One cannot defend the indefensible. Blaming others, as Transport Ministers have done simply adds salt to the wounds. Surely self government means accepting responsibility not constantly trying to say, in effect: “Sorry sir, a big boy did it and ran away.”
Therefore, I could not in all conscience at the next election defend the indefensible. It was a matter of honour.
So Strathy readers, I have sent a warning to John Swinney: that with a year to go to the 2026 elections the Scottish Government must now deliver; they must make substantial progress on both projects. I have set out what that may reasonably entail, in meetings and in public. It will take years yes - but not to 2035. It can be completed sooner. I will raise this in Holyrood at every chance that I get.

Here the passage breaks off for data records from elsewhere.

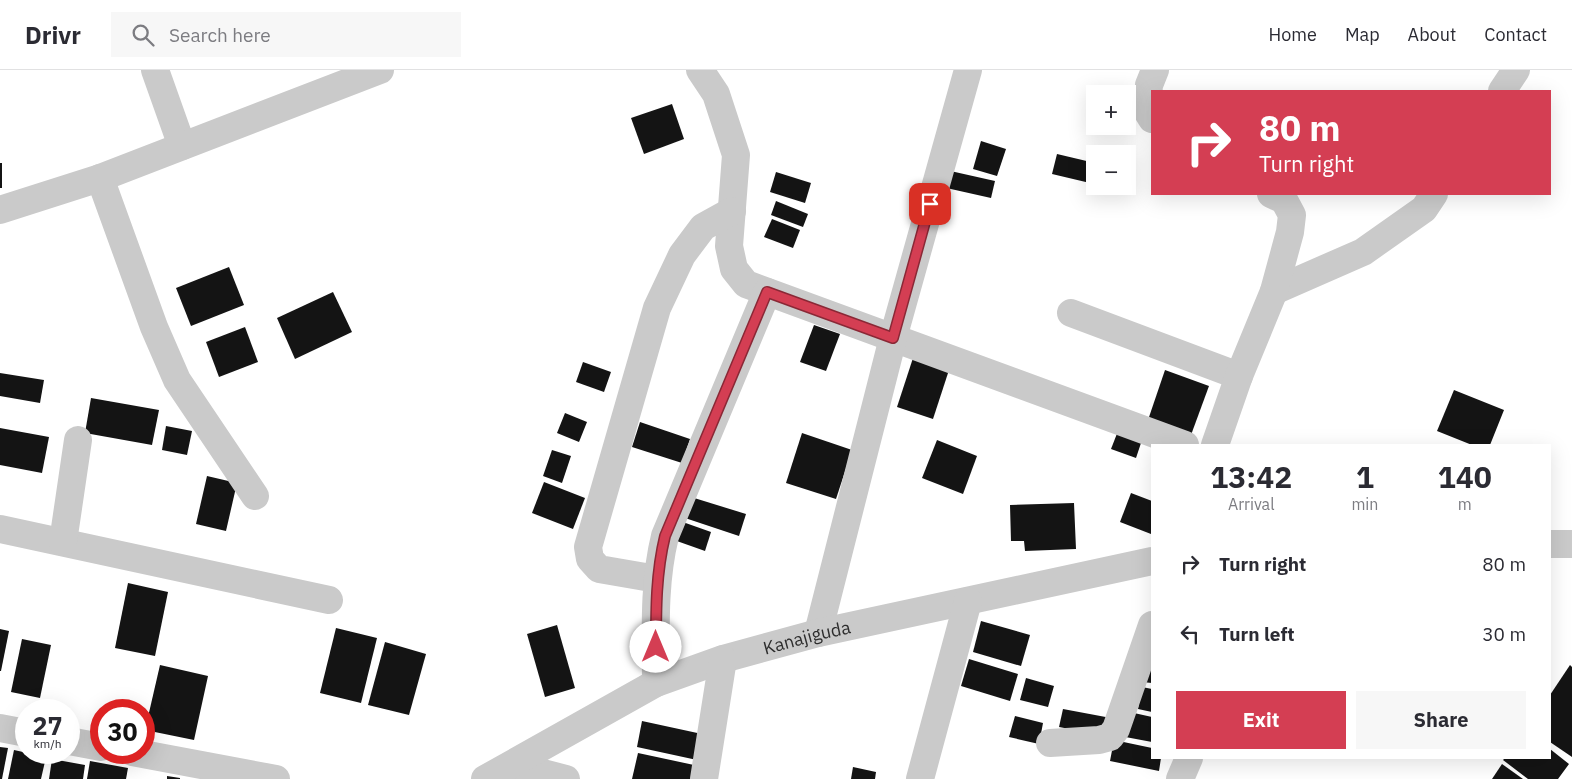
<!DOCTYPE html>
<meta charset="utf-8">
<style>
body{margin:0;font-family:"IBM Plex Sans",sans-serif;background:#f7f7f7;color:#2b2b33;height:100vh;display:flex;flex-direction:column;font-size:19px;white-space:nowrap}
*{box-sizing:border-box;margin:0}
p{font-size:16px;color:#7c7c81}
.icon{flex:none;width:28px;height:28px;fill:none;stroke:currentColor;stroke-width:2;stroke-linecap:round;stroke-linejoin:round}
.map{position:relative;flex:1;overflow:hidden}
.side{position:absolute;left:1151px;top:374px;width:400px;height:315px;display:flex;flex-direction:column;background:#fff;border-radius:0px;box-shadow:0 5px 20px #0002}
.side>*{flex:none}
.top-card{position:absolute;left:1151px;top:20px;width:400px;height:105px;border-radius:0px;box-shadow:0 5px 20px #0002;background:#d43e53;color:#fff;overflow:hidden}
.controls{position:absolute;left:1086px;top:15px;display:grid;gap:10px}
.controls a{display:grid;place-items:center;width:50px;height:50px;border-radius:0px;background:#fff;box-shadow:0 5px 20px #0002;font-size:25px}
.speed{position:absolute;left:15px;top:629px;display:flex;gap:10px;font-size:25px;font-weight:700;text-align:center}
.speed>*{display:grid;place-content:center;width:65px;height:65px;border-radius:50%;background:#fff;box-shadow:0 5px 20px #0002;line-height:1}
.speed small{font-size:12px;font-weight:400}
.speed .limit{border:8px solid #d22;background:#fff;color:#111}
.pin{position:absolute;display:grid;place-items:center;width:42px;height:42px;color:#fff;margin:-21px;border-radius:10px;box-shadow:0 2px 8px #0006}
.me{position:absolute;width:55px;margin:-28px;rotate:0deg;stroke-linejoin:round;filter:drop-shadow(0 0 4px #0008)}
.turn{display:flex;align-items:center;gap:18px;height:105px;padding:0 25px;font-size:22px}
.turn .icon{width:65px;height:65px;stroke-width:2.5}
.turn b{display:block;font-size:35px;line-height:42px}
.eta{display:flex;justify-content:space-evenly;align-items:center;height:85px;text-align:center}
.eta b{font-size:30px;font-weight:700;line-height:35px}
.primary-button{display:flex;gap:10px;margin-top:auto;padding:10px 25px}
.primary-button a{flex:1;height:58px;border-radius:0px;background:#d43e53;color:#fff;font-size:20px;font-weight:700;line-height:58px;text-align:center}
.primary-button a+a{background:#f7f7f7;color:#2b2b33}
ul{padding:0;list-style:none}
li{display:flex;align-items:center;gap:15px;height:70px;padding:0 25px}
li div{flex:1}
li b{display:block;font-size:19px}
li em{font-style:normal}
header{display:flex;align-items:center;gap:30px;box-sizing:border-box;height:70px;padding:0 25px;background:#fff;border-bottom:1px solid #e1e1e2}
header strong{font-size:24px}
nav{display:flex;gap:28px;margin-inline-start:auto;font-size:18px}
.search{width:350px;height:45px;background:#f7f7f7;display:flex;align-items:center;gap:12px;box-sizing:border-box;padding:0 18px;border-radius:0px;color:#7c7c81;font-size:19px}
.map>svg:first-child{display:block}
.building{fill:#141414}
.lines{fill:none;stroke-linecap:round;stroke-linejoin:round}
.minor{stroke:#cacaca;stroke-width:28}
.route-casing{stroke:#8a2836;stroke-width:12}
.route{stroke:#d43e53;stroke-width:9}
.labels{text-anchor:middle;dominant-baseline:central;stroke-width:5;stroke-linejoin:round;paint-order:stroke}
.street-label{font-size:18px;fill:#2d2d2d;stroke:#fff}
</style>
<header>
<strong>Drivr</strong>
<div class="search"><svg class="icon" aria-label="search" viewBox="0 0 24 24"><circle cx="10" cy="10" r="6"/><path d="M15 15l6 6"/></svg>Search here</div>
<nav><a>Home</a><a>Map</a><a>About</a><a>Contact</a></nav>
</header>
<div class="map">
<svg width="1572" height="709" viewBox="0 0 1572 709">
<rect width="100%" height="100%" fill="#fff"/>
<!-- building -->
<g class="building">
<polygon points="672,34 684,69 644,84 631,48"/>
<polygon points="981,71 1006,79 997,106 973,99"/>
<polygon points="1057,84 1095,93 1090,113 1052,104"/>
<rect x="0" y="93" width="2" height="25"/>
<polygon points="946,100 995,111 991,128 942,117"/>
<polygon points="776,102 811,113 805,133 770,122"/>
<polygon points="776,131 808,144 803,157 771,145"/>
<polygon points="772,149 800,160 793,178 764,167"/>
<polygon points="229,197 244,235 191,256 176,218"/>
<polygon points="333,222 352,262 295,289 277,248"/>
<polygon points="814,255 840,264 826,301 800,292"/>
<polygon points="245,257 258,292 219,307 206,272"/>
<polygon points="913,288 949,300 933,349 897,337"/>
<polygon points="583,292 611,302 604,322 576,312"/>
<polygon points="1165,300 1209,316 1191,365 1148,350"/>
<polygon points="0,303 44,310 40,333 0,326"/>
<polygon points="1454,320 1504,340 1490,375 1472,375 1437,361"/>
<polygon points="91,328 159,340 152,375 85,363"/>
<polygon points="565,343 587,352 579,372 557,363"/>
<polygon points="640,352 690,369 682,393 632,377"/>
<polygon points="166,356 192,361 187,385 162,380"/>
<polygon points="0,358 49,367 42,403 0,395"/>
<polygon points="1118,361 1142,370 1136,388 1111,379"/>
<polygon points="802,363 852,380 836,429 786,413"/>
<polygon points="937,370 977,386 963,424 922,408"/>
<polygon points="552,380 571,386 562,413 543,406"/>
<polygon points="207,406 237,413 226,461 196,454"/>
<polygon points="544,412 585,428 573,459 532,443"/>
<polygon points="1131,423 1152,431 1152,460 1151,464 1120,452"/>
<polygon points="691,427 746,444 739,466 685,448"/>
<polygon points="1074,433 1076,479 1025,481 1024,471 1011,471 1010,435"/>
<polygon points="680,451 711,462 705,481 674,470"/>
<polygon points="128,513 168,522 155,586 115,578"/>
<polygon points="981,551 1030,565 1021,596 973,582"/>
<polygon points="557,555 575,618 545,627 527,564"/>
<polygon points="336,558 377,568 361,633 320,623"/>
<polygon points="0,559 9,561 1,601 0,601"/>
<polygon points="22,569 51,575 40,628 11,622"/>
<polygon points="385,572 426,584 409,645 368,635"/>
<polygon points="969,589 1018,604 1010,631 961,616"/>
<polygon points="1152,594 1152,613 1142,612"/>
<polygon points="160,595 208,606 194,670 145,660"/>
<polygon points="1570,595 1572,597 1572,687 1550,672 1550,625"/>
<polygon points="1026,608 1054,616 1048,637 1020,630"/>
<polygon points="1142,617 1152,619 1152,642 1138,639"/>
<polygon points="1063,639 1111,648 1107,666 1059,657"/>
<polygon points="1125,641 1152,647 1152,672 1120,666"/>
<polygon points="1015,646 1043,653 1039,674 1009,667"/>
<polygon points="642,651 702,664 697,690 637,677"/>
<polygon points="1114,670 1152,678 1152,688 1161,688 1159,701 1110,691"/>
<polygon points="0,677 8,678 2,709 0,709"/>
<polygon points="1550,679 1569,694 1558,709 1528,709 1503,690 1505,688 1550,688"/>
<polygon points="14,680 46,687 41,709 8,709"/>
<polygon points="638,683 694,695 691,709 632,709"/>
<polygon points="52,689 85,695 83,709 49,709"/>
<polygon points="90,691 128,698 126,709 87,709"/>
<polygon points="1502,694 1523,709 1492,709"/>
<polygon points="853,697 876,702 875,709 851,709"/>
<polygon points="167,706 180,708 180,709 167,709"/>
</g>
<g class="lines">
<!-- minor -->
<g class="minor">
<polyline points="155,0 182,76"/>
<polyline points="700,0 716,24 736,85 729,176 734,199 746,214 1185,375"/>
<polyline points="1502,21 1516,0"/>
<polyline points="1152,49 1147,41 1149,15 1155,0"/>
<polyline points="100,108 154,257 177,310 255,426"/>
<polyline points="0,140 100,108 380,0"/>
<polyline points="1274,221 1363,182 1424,139 1434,124"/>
<polyline points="1071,243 1239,306"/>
<polyline points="1215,375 1239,306 1274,221 1290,162 1292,145 1284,130 1271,124"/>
<polyline points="0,459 329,530"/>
<polyline points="63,472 78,370"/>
<polyline points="1550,474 1572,474"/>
<polyline points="657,509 599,499 590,489 588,477 657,238 682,185 703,157 732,141"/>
<polyline points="818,563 893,268 968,0"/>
<path d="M656 613C656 564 653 515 665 466L767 222"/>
<polyline points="0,658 26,663"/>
<polyline points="69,671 101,677"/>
<polyline points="1050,673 1099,670 1110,667 1116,659 1152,555"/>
<polyline points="132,682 276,709"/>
<polyline points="512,695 566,709"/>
<path id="s1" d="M485 709 656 613 723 589 818 563 1152 491"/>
<polyline points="704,709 723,589"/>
<polyline points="920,709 968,531"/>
<polyline points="1180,709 1189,688"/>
</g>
</g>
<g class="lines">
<defs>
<path id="route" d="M656 577C656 539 656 503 665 466L767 222 893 268 930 134"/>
</defs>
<!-- route casing -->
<use href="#route" class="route-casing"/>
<!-- route -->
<use href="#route" class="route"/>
</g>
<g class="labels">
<!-- street labels -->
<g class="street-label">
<text stroke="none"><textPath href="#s1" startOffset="354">Kanajiguda</textPath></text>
</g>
</g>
</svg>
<div class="controls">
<a>+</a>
<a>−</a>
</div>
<div class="speed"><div>27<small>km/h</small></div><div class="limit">30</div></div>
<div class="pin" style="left:930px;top:134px;background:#d93025"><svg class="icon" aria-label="arrive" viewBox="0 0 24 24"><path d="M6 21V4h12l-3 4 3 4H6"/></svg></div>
<svg class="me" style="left:656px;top:577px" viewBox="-20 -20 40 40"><circle r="19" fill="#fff"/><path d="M0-13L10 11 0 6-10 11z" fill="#d43e53"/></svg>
<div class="top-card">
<div class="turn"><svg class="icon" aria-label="right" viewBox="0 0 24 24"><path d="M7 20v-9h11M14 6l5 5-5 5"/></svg><div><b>80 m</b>Turn right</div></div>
</div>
<section class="side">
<div class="eta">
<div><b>13:42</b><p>Arrival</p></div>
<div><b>1</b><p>min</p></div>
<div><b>140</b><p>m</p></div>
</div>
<ul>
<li><svg class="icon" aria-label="right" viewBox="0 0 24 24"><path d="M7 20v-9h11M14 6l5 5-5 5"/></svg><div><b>Turn right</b></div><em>80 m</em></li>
<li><svg class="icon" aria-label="left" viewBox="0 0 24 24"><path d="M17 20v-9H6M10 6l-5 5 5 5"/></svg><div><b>Turn left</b></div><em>30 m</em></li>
</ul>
<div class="primary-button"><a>Exit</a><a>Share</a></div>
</section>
</div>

The hardest thing in life is saying sorry. If the Scottish Government now show contrition and back that up with action - fair play. It is never too late for a sinner to repent, as the good book taught us. But if they do not, and they pretend failure is success, and defend the indefensible, then I may consider standing as an independent voice to continue to press the case for our part of this country.